Problem to work on — Through the line with "0 #444) drop-shadow(-1px" and starting from the first line, return the records below word for word, with pictures left out.

-- Input data follows --

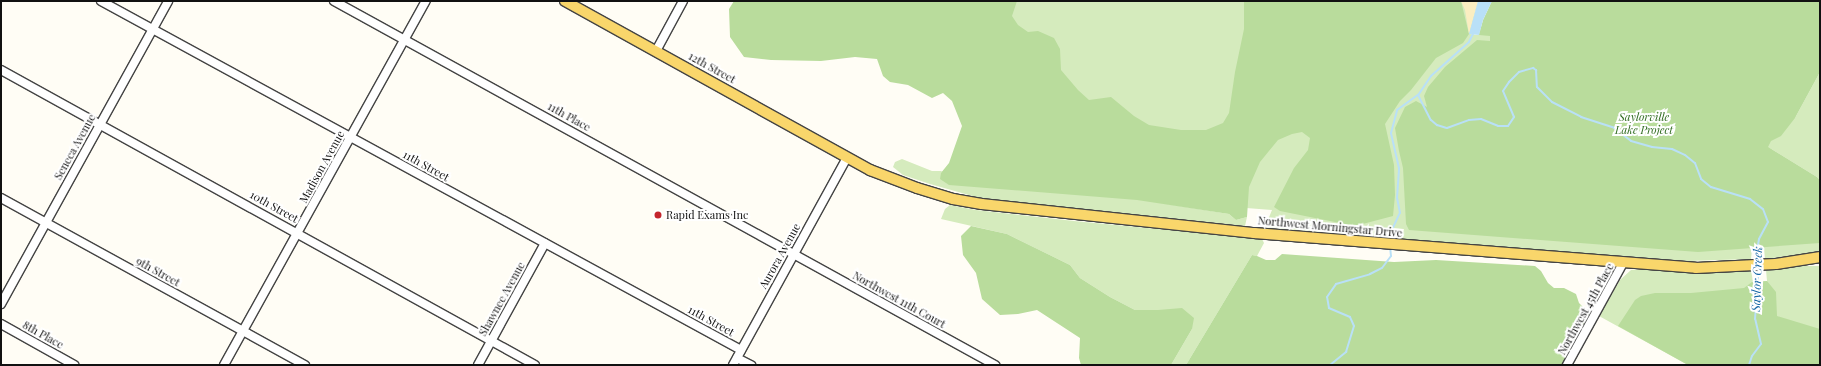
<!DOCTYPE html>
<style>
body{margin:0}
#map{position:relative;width:1821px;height:366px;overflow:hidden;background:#fffdf5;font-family:"Playfair Display",serif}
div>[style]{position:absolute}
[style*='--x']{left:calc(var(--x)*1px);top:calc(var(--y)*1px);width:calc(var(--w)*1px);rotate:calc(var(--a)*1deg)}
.green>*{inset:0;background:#d5ebbd}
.forest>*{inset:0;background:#b9dc9c}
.sand>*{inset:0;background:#fbeec1}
.water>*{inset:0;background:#b9e0f7}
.stream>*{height:2px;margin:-1px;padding:0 1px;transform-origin:1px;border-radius:1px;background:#b9e0f7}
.roads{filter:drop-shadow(1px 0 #444) drop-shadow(-1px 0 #444) drop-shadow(0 1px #444) drop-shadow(0 -1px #444)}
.minor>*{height:8px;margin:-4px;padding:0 4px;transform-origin:4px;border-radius:4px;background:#fff}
.major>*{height:10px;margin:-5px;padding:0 5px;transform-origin:5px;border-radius:5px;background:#f9d66b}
.dots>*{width:11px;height:11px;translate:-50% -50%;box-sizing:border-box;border:2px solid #fff;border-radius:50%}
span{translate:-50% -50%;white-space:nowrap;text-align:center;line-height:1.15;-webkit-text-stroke:4px #fff;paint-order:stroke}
.street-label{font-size:11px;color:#111}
.park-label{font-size:11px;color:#2f6b1f;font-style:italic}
.poi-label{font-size:11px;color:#111}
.left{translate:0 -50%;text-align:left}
.water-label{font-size:12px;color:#1768a6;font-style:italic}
.frame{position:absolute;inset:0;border:2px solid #111;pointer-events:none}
</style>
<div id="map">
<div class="green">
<i style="clip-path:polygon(935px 1px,1478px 1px,1470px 34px,1478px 35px,1492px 1px,1820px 1px,1795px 118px,1820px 72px,1820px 180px,1817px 177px,1768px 147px,1820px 184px,1820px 252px,1765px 259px,1764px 248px,1752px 249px,1751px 259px,1687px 261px,1401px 239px,1404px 229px,1387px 228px,1383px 238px,1373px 237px,1265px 227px,1272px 210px,1143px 200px,1229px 214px,1236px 220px,1247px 217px,1245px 226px,1016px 202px,976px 197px,930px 184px,903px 175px,893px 167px,895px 162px,902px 159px,932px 171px,942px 171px,941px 173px,1035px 66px)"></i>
<i style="clip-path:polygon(950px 205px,976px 210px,1074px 221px,1252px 238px,1262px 239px,1264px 243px,1257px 256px,1252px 255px,1186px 365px,1171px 365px,1192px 329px,1158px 310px,1135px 310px,1110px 297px,1080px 278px,1070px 265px,1007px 234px,941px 219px,945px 209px)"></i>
<i style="clip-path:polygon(1799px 266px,1820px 266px,1820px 365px,1688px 365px,1599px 316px,1620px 280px,1631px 270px,1645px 269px,1693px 273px,1751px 270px,1753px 282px,1767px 281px,1766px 270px)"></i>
</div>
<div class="forest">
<i style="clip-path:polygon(734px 1px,1017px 1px,1012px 16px,1018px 25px,1028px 32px,1038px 31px,1054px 38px,1060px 49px,1061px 70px,1078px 90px,1089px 100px,1111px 97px,1134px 116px,1149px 125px,1181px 130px,1206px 130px,1223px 123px,1229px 113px,1235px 72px,1244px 29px,1244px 1px,1461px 1px,1469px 34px,1463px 43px,1436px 58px,1411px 90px,1400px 101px,1385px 124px,1394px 165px,1395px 195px,1393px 216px,1355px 226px,1280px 211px,1274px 207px,1294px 168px,1308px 150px,1310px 138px,1302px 132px,1292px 134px,1278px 140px,1260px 162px,1249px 187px,1247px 217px,1236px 220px,1229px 214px,1137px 200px,949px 185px,940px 179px,941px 173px,949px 163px,962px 126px,952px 101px,943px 93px,932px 98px,908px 85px,890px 82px,883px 76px,877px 59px,855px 57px,821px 61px,771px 60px,744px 57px,730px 37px,729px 9px)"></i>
<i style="clip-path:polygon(1492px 1px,1820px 1px,1820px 72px,1795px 118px,1781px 136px,1771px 141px,1768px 147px,1817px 177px,1820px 180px,1820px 243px,1698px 252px,1409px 230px,1406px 224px,1403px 168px,1399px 151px,1395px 128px,1405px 107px,1416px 101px,1427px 107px,1424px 96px,1428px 87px,1445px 67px,1477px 40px,1490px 41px,1490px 36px,1479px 35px,1483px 20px)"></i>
<i style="clip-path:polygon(971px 226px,1007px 234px,1070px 265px,1080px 278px,1110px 297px,1135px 310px,1158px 310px,1182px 308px,1194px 318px,1192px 329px,1171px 365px,1081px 365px,1079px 358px,1080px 338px,1037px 310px,1018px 314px,1000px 315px,982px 299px,976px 273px,963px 255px,961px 236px)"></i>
<i style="clip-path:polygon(1282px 254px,1394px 262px,1436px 260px,1535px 266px,1541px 271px,1548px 283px,1554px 288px,1564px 288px,1576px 294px,1579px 303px,1591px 315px,1563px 365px,1186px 365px,1252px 255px,1257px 256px,1266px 260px,1275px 260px)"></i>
<i style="clip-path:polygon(1767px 281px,1776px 292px,1777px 316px,1820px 329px,1820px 365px,1688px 365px,1618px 326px,1635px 300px,1641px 296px,1655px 293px,1691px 293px,1744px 288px,1752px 282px)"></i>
</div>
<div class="sand">
<i style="clip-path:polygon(1461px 1px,1478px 1px,1469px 34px,1465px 10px)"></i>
</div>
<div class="water">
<i style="clip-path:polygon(1478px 1px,1492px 1px,1483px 20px,1479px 35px,1469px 34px)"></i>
</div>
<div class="stream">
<i style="--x:1474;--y:32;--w:11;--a:117"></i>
<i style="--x:1469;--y:42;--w:51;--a:138.2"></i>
<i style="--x:1431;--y:76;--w:23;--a:124"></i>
<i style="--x:1418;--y:95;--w:28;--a:63"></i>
<i style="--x:1431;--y:120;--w:8;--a:40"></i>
<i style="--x:1437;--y:125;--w:10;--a:17"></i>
<i style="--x:1447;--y:128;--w:23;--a:-20"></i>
<i style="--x:1469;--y:120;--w:12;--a:-5"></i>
<i style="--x:1481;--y:119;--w:18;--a:22"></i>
<i style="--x:1498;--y:126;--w:10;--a:0"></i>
<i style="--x:1508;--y:126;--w:11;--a:-56"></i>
<i style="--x:1514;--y:117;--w:28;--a:-113"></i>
<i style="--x:1503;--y:91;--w:11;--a:-56"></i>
<i style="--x:1509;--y:82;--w:14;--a:-45"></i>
<i style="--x:1519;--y:72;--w:15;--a:-16"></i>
<i style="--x:1533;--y:68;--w:4;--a:34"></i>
<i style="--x:1536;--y:70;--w:17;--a:87"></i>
<i style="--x:1537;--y:87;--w:21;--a:45"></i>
<i style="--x:1552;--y:102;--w:33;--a:27"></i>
<i style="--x:1581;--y:117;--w:35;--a:18"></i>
<i style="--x:1614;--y:128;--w:21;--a:37"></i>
<i style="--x:1631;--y:141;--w:22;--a:16"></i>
<i style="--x:1652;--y:147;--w:20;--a:6"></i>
<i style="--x:1672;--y:149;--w:14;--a:25"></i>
<i style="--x:1685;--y:155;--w:13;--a:39"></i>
<i style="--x:1695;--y:163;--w:17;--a:69"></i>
<i style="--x:1701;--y:179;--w:13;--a:39"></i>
<i style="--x:1711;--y:187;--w:41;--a:17.1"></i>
<i style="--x:1750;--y:199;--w:16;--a:38"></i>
<i style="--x:1763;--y:209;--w:14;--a:69"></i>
<i style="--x:1768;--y:222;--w:19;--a:118"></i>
<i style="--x:1759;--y:239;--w:23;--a:100"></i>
<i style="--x:1390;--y:240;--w:6;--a:-90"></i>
<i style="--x:1390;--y:234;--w:23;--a:-65"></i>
<i style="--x:1400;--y:213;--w:15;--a:-101"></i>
<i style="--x:1397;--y:198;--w:30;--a:-86"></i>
<i style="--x:1399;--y:168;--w:36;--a:-103"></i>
<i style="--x:1391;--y:133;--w:24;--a:-75"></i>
<i style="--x:1397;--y:110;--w:26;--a:-36"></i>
<i style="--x:1330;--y:365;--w:21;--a:-39"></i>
<i style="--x:1346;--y:352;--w:27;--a:-73"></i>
<i style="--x:1354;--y:326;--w:10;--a:-114"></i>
<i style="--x:1350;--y:317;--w:23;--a:-157"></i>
<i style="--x:1329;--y:308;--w:11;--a:-100"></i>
<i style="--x:1327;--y:297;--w:16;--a:-55"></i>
<i style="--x:1336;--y:284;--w:35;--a:-16"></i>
<i style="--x:1370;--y:274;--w:13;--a:-27"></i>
<i style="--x:1382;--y:268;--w:15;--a:-53"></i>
<i style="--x:1391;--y:256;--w:9;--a:-96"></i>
<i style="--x:1749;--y:365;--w:9;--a:-72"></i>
<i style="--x:1752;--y:356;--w:15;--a:-53"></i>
<i style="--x:1761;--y:344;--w:26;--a:-103"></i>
<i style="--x:1755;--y:319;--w:41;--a:-85.8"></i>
<i style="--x:1758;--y:278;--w:9;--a:-103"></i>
</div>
<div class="roads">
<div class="minor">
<i style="--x:101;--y:1;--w:729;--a:28.6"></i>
<i style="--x:334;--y:1;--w:755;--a:28.84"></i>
<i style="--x:656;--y:51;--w:57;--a:-61.6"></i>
<i style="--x:1;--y:70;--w:610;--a:28.92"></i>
<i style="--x:1;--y:198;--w:347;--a:28.8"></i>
<i style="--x:1;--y:304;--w:346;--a:-61.1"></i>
<i style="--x:1;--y:324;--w:84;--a:29.3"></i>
<i style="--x:737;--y:358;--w:16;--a:27"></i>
<i style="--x:224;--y:365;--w:416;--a:-61"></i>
<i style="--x:478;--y:365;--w:139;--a:-61.2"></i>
<i style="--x:733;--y:365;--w:236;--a:-61.2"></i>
<i style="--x:1567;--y:365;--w:116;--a:-61.2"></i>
</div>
<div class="major">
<i style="--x:565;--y:1;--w:349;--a:29"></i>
<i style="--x:870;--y:170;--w:50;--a:21"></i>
<i style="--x:917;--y:188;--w:38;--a:17"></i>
<i style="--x:953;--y:199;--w:29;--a:10"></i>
<i style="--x:982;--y:204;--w:274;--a:6.1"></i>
<i style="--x:1254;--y:233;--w:443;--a:4.5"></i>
<i style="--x:1696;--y:268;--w:80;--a:-2.9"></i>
<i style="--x:1776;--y:264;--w:45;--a:-9"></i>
</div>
</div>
<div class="dots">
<i style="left:658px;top:215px;background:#c4262e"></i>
</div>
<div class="street-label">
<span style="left:712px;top:68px;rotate:29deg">12th Street</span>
<span style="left:569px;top:117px;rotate:29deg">11th Place</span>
<span style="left:75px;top:147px;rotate:-61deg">Seneca Avenue</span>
<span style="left:426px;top:166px;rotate:29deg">11th Street</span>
<span style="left:322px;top:167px;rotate:-61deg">Madison Avenue</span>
<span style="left:274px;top:207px;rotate:29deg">10th Street</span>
<span style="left:1330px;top:227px;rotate:5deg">Northwest Morningstar Drive</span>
<span style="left:780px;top:256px;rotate:-61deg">Aurora Avenue</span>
<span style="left:158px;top:272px;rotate:29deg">9th Street</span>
<span style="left:502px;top:299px;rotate:-61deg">Shawnee Avenue</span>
<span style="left:899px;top:300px;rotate:29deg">Northwest 11th Court</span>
<span style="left:1586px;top:309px;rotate:-61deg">Northwest 45th Place</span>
<span style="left:711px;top:321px;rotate:29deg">11th Street</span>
<span style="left:43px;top:335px;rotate:29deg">8th Place</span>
</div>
<div class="park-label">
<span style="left:1644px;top:124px">Saylorville<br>Lake Project</span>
</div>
<div class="poi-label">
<span class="left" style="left:666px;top:215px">Rapid Exams Inc</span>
</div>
<div class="water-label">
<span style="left:1757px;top:279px;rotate:-88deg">Saylor Creek</span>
</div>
<div class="frame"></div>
</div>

-- Input data concluded --

Exercise answer —
<!DOCTYPE html>
<style>
body{margin:0}
#map{position:relative;width:1821px;height:366px;overflow:hidden;background:#fffdf5;font-family:"Playfair Display",serif}
div>[style]{position:absolute}
[style*='--x']{left:calc(var(--x)*1px);top:calc(var(--y)*1px);width:calc(var(--w)*1px);rotate:calc(var(--a)*1deg)}
.green>*{inset:0;background:#d5ebbd}
.forest>*{inset:0;background:#b9dc9c}
.sand>*{inset:0;background:#fbeec1}
.water>*{inset:0;background:#b9e0f7}
.stream>*{height:2px;margin:-1px;padding:0 1px;transform-origin:1px;border-radius:1px;background:#b9e0f7}
.roads{filter:drop-shadow(1px 0 #444) drop-shadow(-1px 0 #444) drop-shadow(0 1px #444) drop-shadow(0 -1px #444)}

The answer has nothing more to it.